The first half of the period (October 4–16) was more disturbed than the second half and strong day-to-day NmF2 variations took place. The second part was more stable with moderate positive NmF2 disturbances compared to the monthly median (not shown here) observed. It is worthy to note that the Digisonde-hmF2 measurements are systematically lower than the corresponding values obtained from ISR and this was reported earlier by Chen et al. (1994). Digisonde-NmF2 values are slightly but systematically larger than ISR-NmF2 values during the second part of this interval.
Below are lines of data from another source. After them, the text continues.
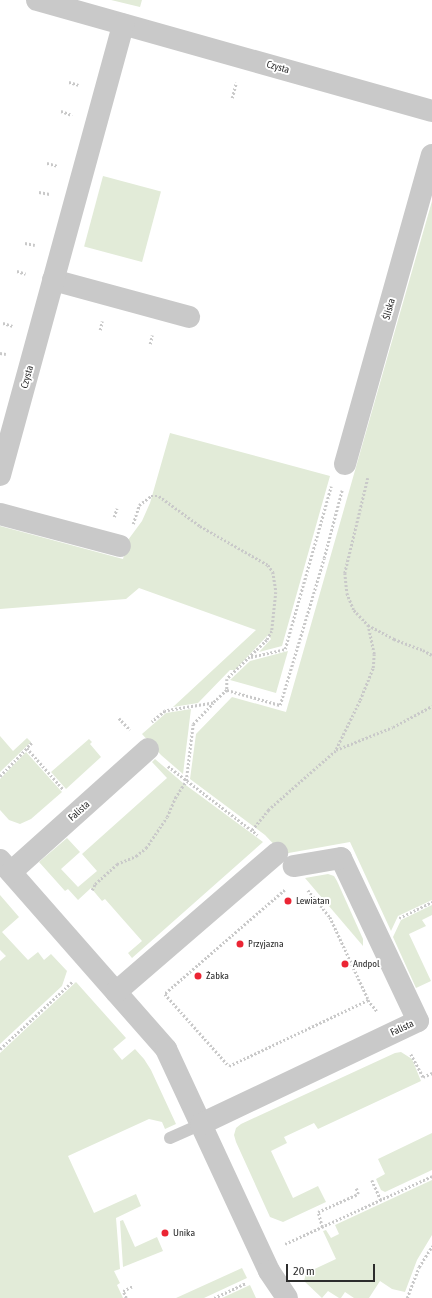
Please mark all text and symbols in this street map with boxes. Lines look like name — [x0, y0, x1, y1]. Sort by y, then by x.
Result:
street label: Czysta — [265, 58, 291, 76]
street label: Śliska — [380, 297, 398, 321]
street label: Czysta — [18, 364, 36, 390]
street label: Falista — [66, 798, 92, 824]
place label: Lewiatan — [296, 895, 330, 907]
marker: Lewiatan — [283, 896, 293, 906]
place label: Przyjazna — [248, 938, 284, 950]
marker: Przyjazna — [235, 939, 245, 949]
place label: Andpol — [353, 958, 380, 970]
marker: Andpol — [340, 959, 350, 969]
place label: Żabka — [206, 970, 229, 982]
marker: Żabka — [193, 971, 203, 981]
street label: Falista — [388, 1017, 416, 1039]
place label: Unika — [173, 1227, 195, 1239]
marker: Unika — [160, 1228, 170, 1238]
scale bar — [288, 1256, 377, 1282]
text: 20 m — [293, 1264, 315, 1278]

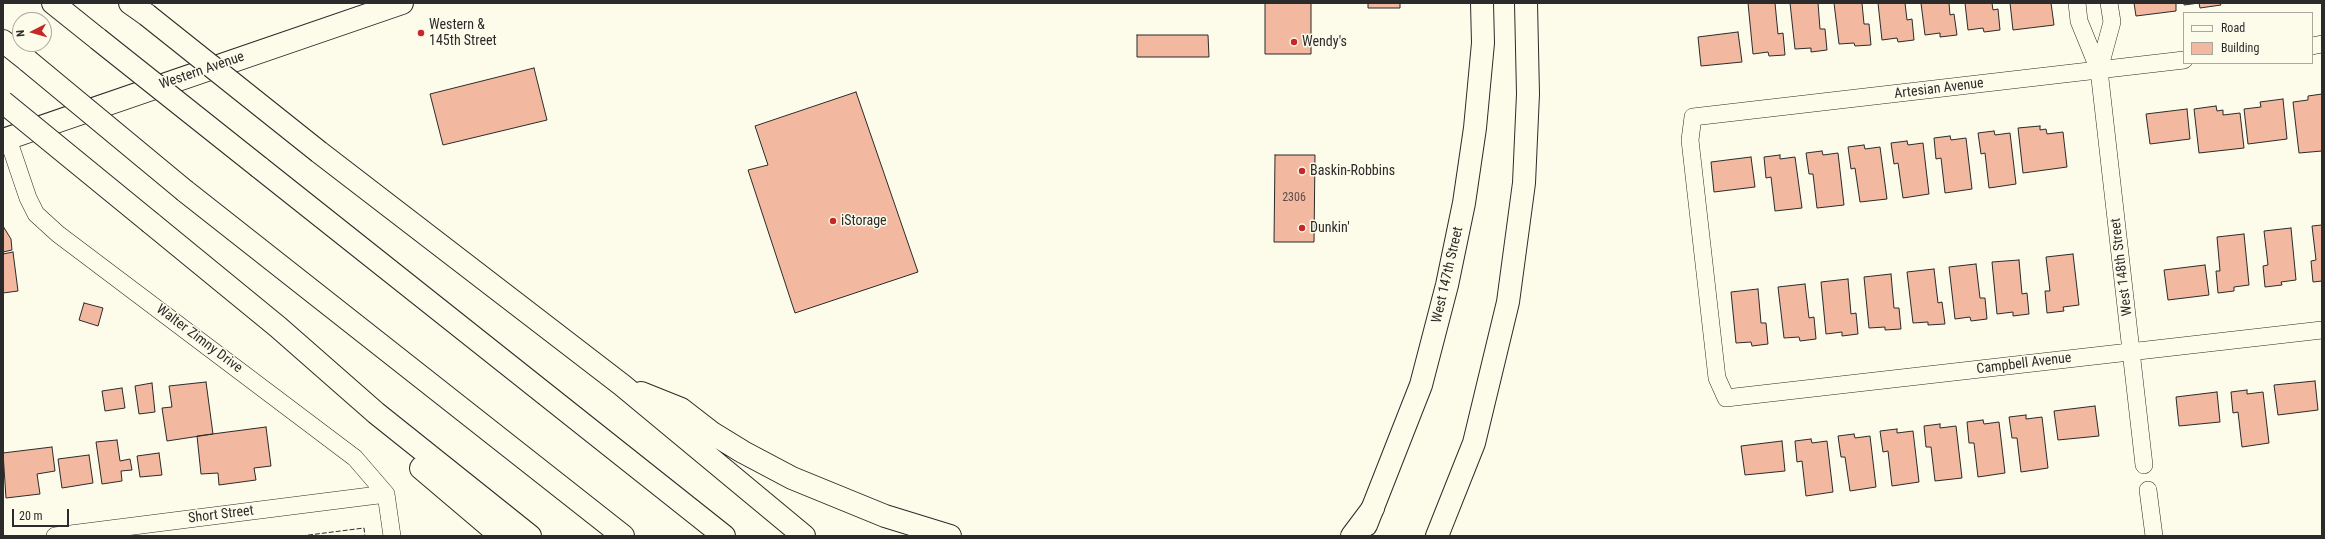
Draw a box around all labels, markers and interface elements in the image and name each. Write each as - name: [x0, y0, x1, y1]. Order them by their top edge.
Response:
- north arrow: [12, 12, 52, 52]
- legend: [2183, 12, 2313, 64]
- place label: Western & 145th Street: [429, 17, 497, 50]
- text: Road: [2221, 21, 2245, 35]
- marker: Western & 145th Street: [416, 28, 426, 38]
- text: N: [14, 29, 27, 37]
- place label: Wendy's: [1302, 34, 1347, 50]
- marker: Wendy's: [1289, 37, 1299, 47]
- text: Building: [2221, 41, 2259, 55]
- street label: Western Avenue: [157, 49, 247, 93]
- street label: Artesian Avenue: [1893, 75, 1985, 103]
- place label: Baskin-Robbins: [1310, 163, 1395, 179]
- marker: Baskin-Robbins: [1297, 166, 1307, 176]
- house number: 2306: [1282, 191, 1306, 205]
- place label: iStorage: [841, 213, 887, 229]
- marker: iStorage: [828, 216, 838, 226]
- street label: West 148th Street: [2108, 217, 2136, 317]
- place label: Dunkin': [1310, 220, 1350, 236]
- marker: Dunkin': [1297, 223, 1307, 233]
- street label: West 147th Street: [1429, 225, 1467, 325]
- street label: Walter Zimny Drive: [153, 301, 245, 377]
- street label: Campbell Avenue: [1976, 350, 2072, 378]
- scale bar: [14, 501, 71, 527]
- street label: Short Street: [187, 503, 255, 527]
- text: 20 m: [19, 509, 43, 523]

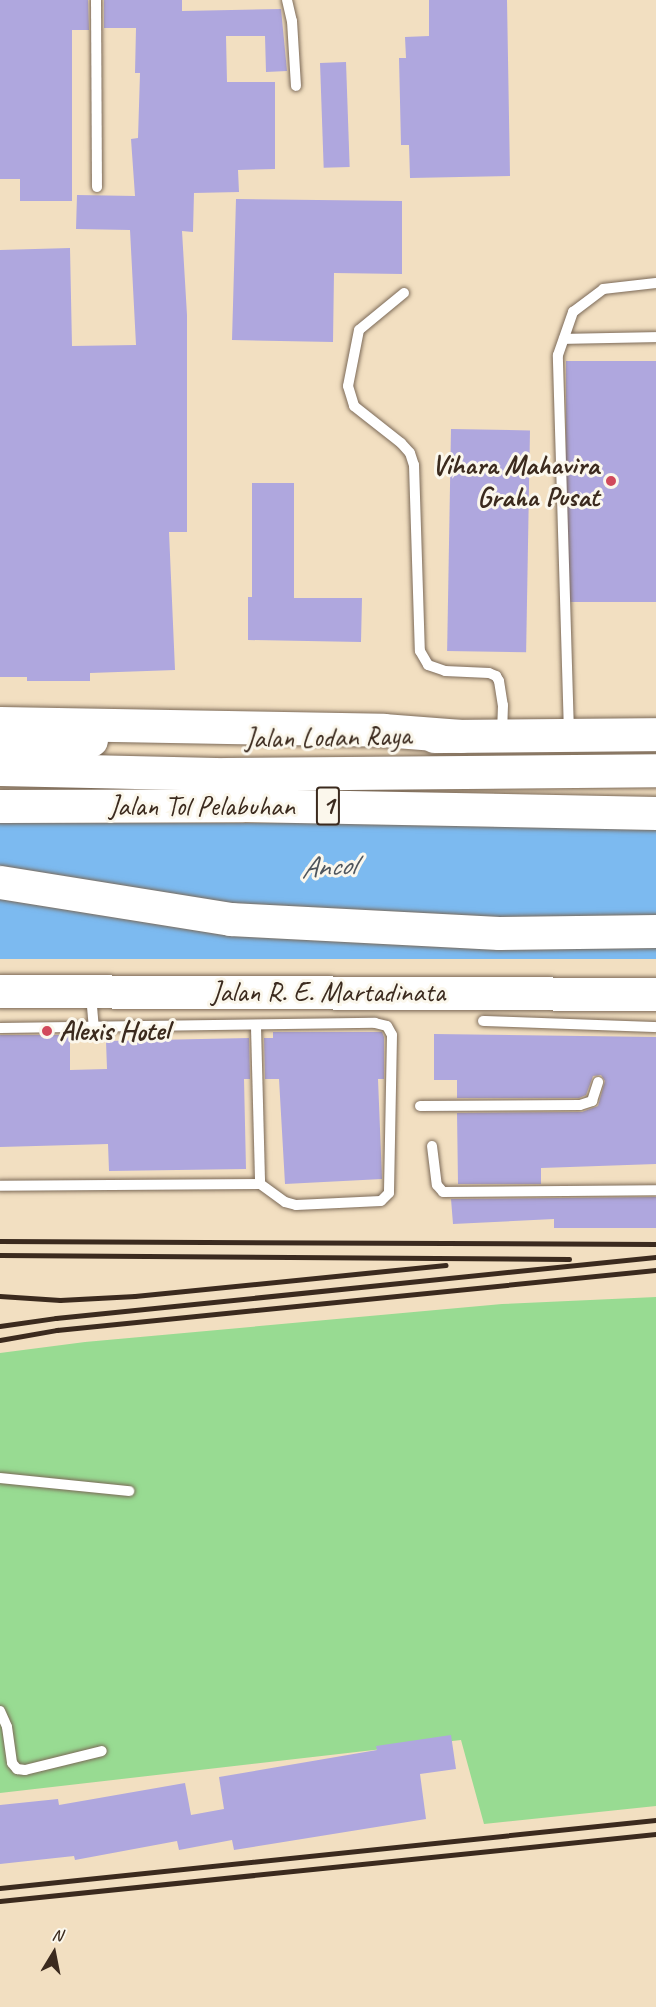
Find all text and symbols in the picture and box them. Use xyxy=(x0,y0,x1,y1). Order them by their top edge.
place label: Vihara Mahavira Graha Pusat xyxy=(432,448,599,514)
marker: Vihara Mahavira Graha Pusat xyxy=(604,474,618,488)
street label: Jalan Lodan Raya xyxy=(244,719,412,755)
road number: 1 xyxy=(314,782,342,830)
street label: Jalan Tol Pelabuhan xyxy=(109,789,295,823)
water label: Ancol xyxy=(300,846,356,886)
street label: Jalan R. E. Martadinata xyxy=(211,975,445,1009)
place label: Alexis Hotel xyxy=(59,1014,169,1048)
marker: Alexis Hotel xyxy=(40,1024,54,1038)
north arrow xyxy=(24,1923,84,1983)
text: N xyxy=(51,1925,64,1946)

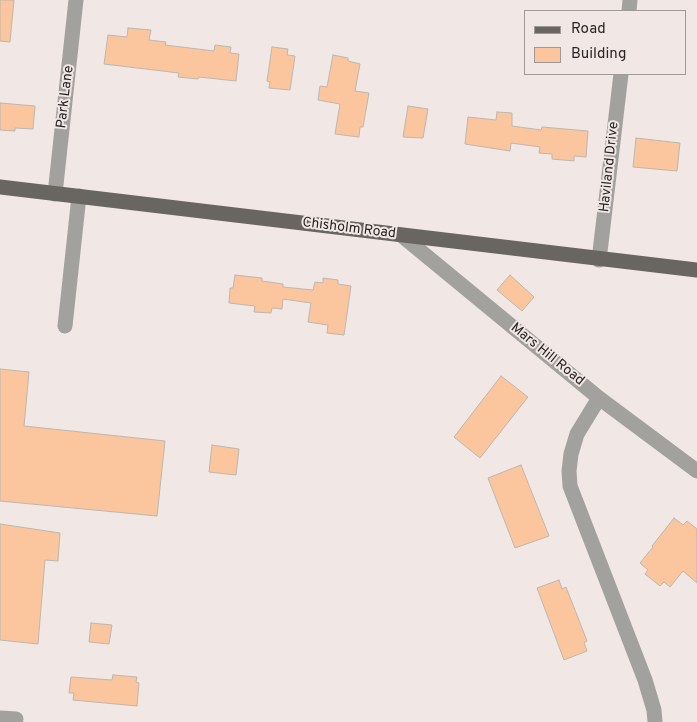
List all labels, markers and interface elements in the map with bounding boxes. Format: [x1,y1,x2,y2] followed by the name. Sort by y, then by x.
[524,10,687,75] legend
[571,20,606,39] text: Road
[571,45,626,64] text: Building
[54,65,78,129] street label: Park Lane
[597,121,623,213] street label: Haviland Drive
[301,215,397,243] street label: Chisholm Road
[507,320,587,390] street label: Mars Hill Road

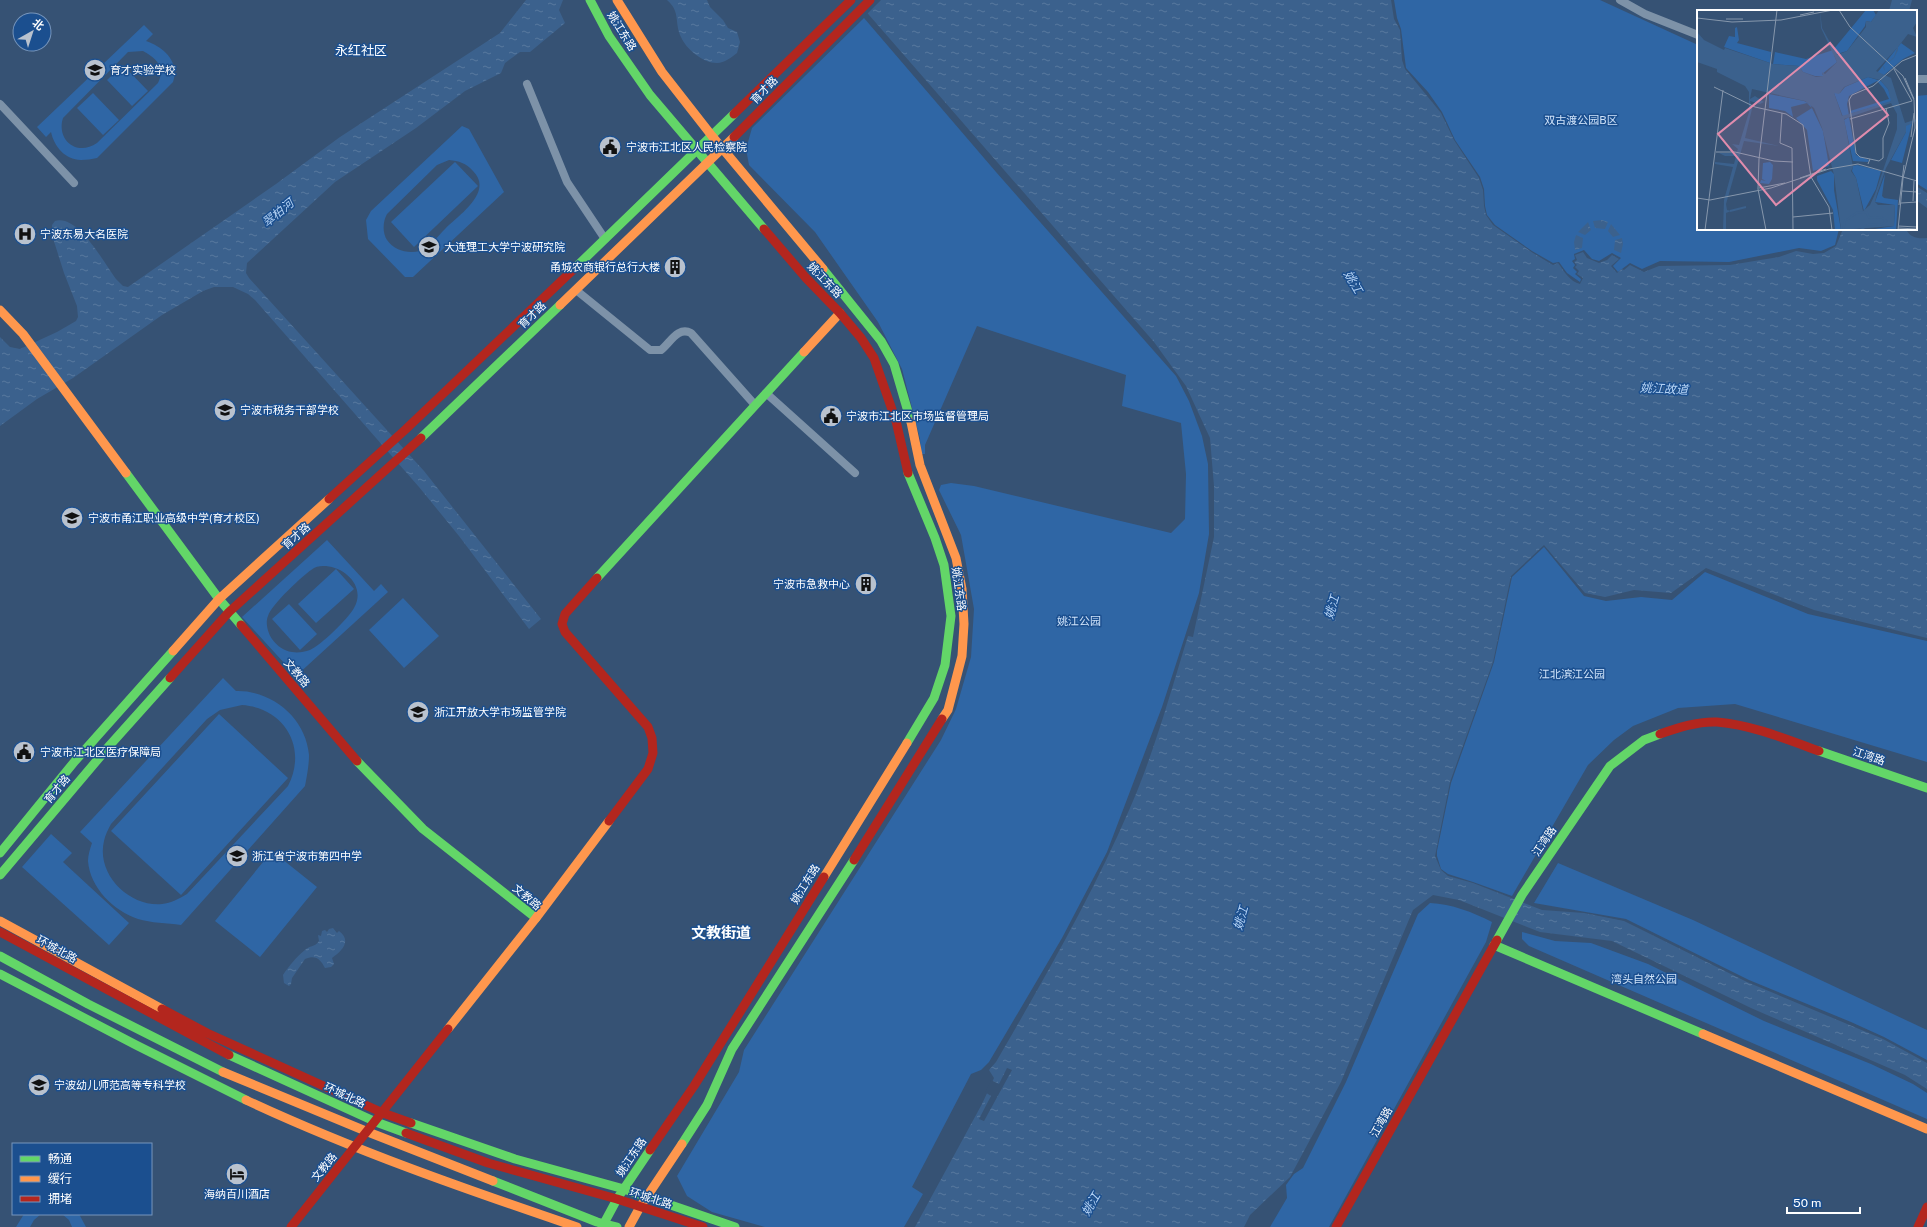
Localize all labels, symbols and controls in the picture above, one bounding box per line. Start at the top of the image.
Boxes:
street label: 姚江东路 [605,9,639,53]
inset map [1697,10,1917,230]
north arrow [12,12,52,52]
text: 北 [30,16,46,32]
district label: 永红社区 [335,43,387,58]
school or university icon: 育才实验学校 [82,57,108,83]
place label: 育才实验学校 [110,64,176,76]
street label: 育才路 [748,74,780,106]
park label: 双古渡公园B区 [1544,114,1618,126]
public building icon: 宁波市江北区人民检察院 [597,134,623,160]
place label: 宁波市江北区人民检察院 [626,141,747,153]
water label: 翠柏河 [260,195,298,230]
hospital icon: 宁波东易大名医院 [12,221,38,247]
place label: 宁波东易大名医院 [40,228,128,240]
school or university icon: 大连理工大学宁波研究院 [416,234,442,260]
place label: 大连理工大学宁波研究院 [444,241,565,253]
building icon: 甬城农商银行总行大楼 [662,254,688,280]
street label: 姚江东路 [805,260,845,300]
place label: 甬城农商银行总行大楼 [550,261,660,273]
water label: 姚江 [1341,268,1366,298]
street label: 育才路 [516,299,548,331]
water label: 姚江故道 [1640,381,1690,397]
school or university icon: 宁波市税务干部学校 [212,397,238,423]
public building icon: 宁波市江北区市场监督管理局 [818,403,844,429]
place label: 宁波市税务干部学校 [240,404,339,416]
place label: 宁波市江北区市场监督管理局 [846,410,989,422]
school or university icon: 宁波市甬江职业高级中学(育才校区) [59,505,85,531]
place label: 宁波市甬江职业高级中学(育才校区) [88,512,260,524]
street label: 育才路 [280,521,312,551]
street label: 姚江东路 [950,566,968,612]
building icon: 宁波市急救中心 [853,571,879,597]
place label: 宁波市急救中心 [773,578,850,590]
water label: 姚江 [1322,592,1343,620]
park label: 姚江公园 [1057,615,1101,627]
street label: 文教路 [282,657,312,689]
park label: 江北滨江公园 [1539,668,1605,680]
school or university icon: 浙江开放大学市场监管学院 [405,699,431,725]
place label: 浙江开放大学市场监管学院 [434,706,566,718]
public building icon: 宁波市江北区医疗保障局 [11,739,37,765]
street label: 江湾路 [1851,745,1887,767]
place label: 宁波市江北区医疗保障局 [40,746,161,758]
street label: 育才路 [42,773,72,805]
street label: 江湾路 [1530,824,1558,858]
school or university icon: 浙江省宁波市第四中学 [224,843,250,869]
place label: 浙江省宁波市第四中学 [252,850,362,862]
street label: 姚江东路 [788,862,822,906]
street label: 文教路 [511,882,543,912]
water label: 姚江 [1231,903,1252,931]
district label: 文教街道 [691,924,751,941]
street label: 环城北路 [35,933,79,965]
park label: 湾头自然公园 [1611,973,1677,985]
school or university icon: 宁波幼儿师范高等专科学校 [26,1072,52,1098]
place label: 宁波幼儿师范高等专科学校 [54,1079,186,1091]
street label: 环城北路 [323,1080,367,1110]
street label: 江湾路 [1368,1105,1394,1139]
street label: 姚江东路 [614,1135,648,1179]
legend [12,1143,152,1215]
street label: 文教路 [309,1150,339,1184]
text: 畅通 [48,1152,72,1166]
hotel icon: 海纳百川酒店 [224,1161,250,1187]
text: 缓行 [48,1172,72,1186]
street label: 环城北路 [628,1185,674,1211]
place label: 海纳百川酒店 [204,1188,270,1200]
water label: 姚江 [1079,1188,1104,1218]
scale bar [1787,1189,1860,1215]
text: 拥堵 [48,1192,72,1206]
text: 50 m [1793,1196,1821,1210]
The model extracted neutral gas density ρ = m1[O] + m2[N2] + m3[O2] at 400 km height is given in Figure 5 in a comparison with CHAMP neutral gas density observations, reduced to the location of Millstone Hill. The MSISE-00 (Picone et al. 2002) and JB2006 (Bowman et al. 2008) model predictions are also given in this plot. Here, ISR-Ne(h) profiles were used in these model calculations. The absolute uncertainty of CHAMP neutral gas density observations is 10–15% (Bruinsma et al. 2004), therefore ±10% error bars are added to CHAMP data in Figure 5. The results of calculations for all 16 days are seen to be in the ±10% interval. Naturally, empirical (statistical) models are unable to reproduce well day-to-day neutral gas density variations. However, JB2006 is seen to describe better relative variations comparing to the MSISE-00 model. An additional comparison of CHAMP neutral gas density observations with MSISE-00 and JB2006 empirical models is presented in Section 4.

thumbnail Fig. 5.

Reduced to the Millstone Hill location and 400 km height CHAMP neutral gas density observations along with ±10% error bars, MSISE-00 and JB2006 model predictions and the model extracted neutral gas density at 400 km height using ISR Ne(h) profiles.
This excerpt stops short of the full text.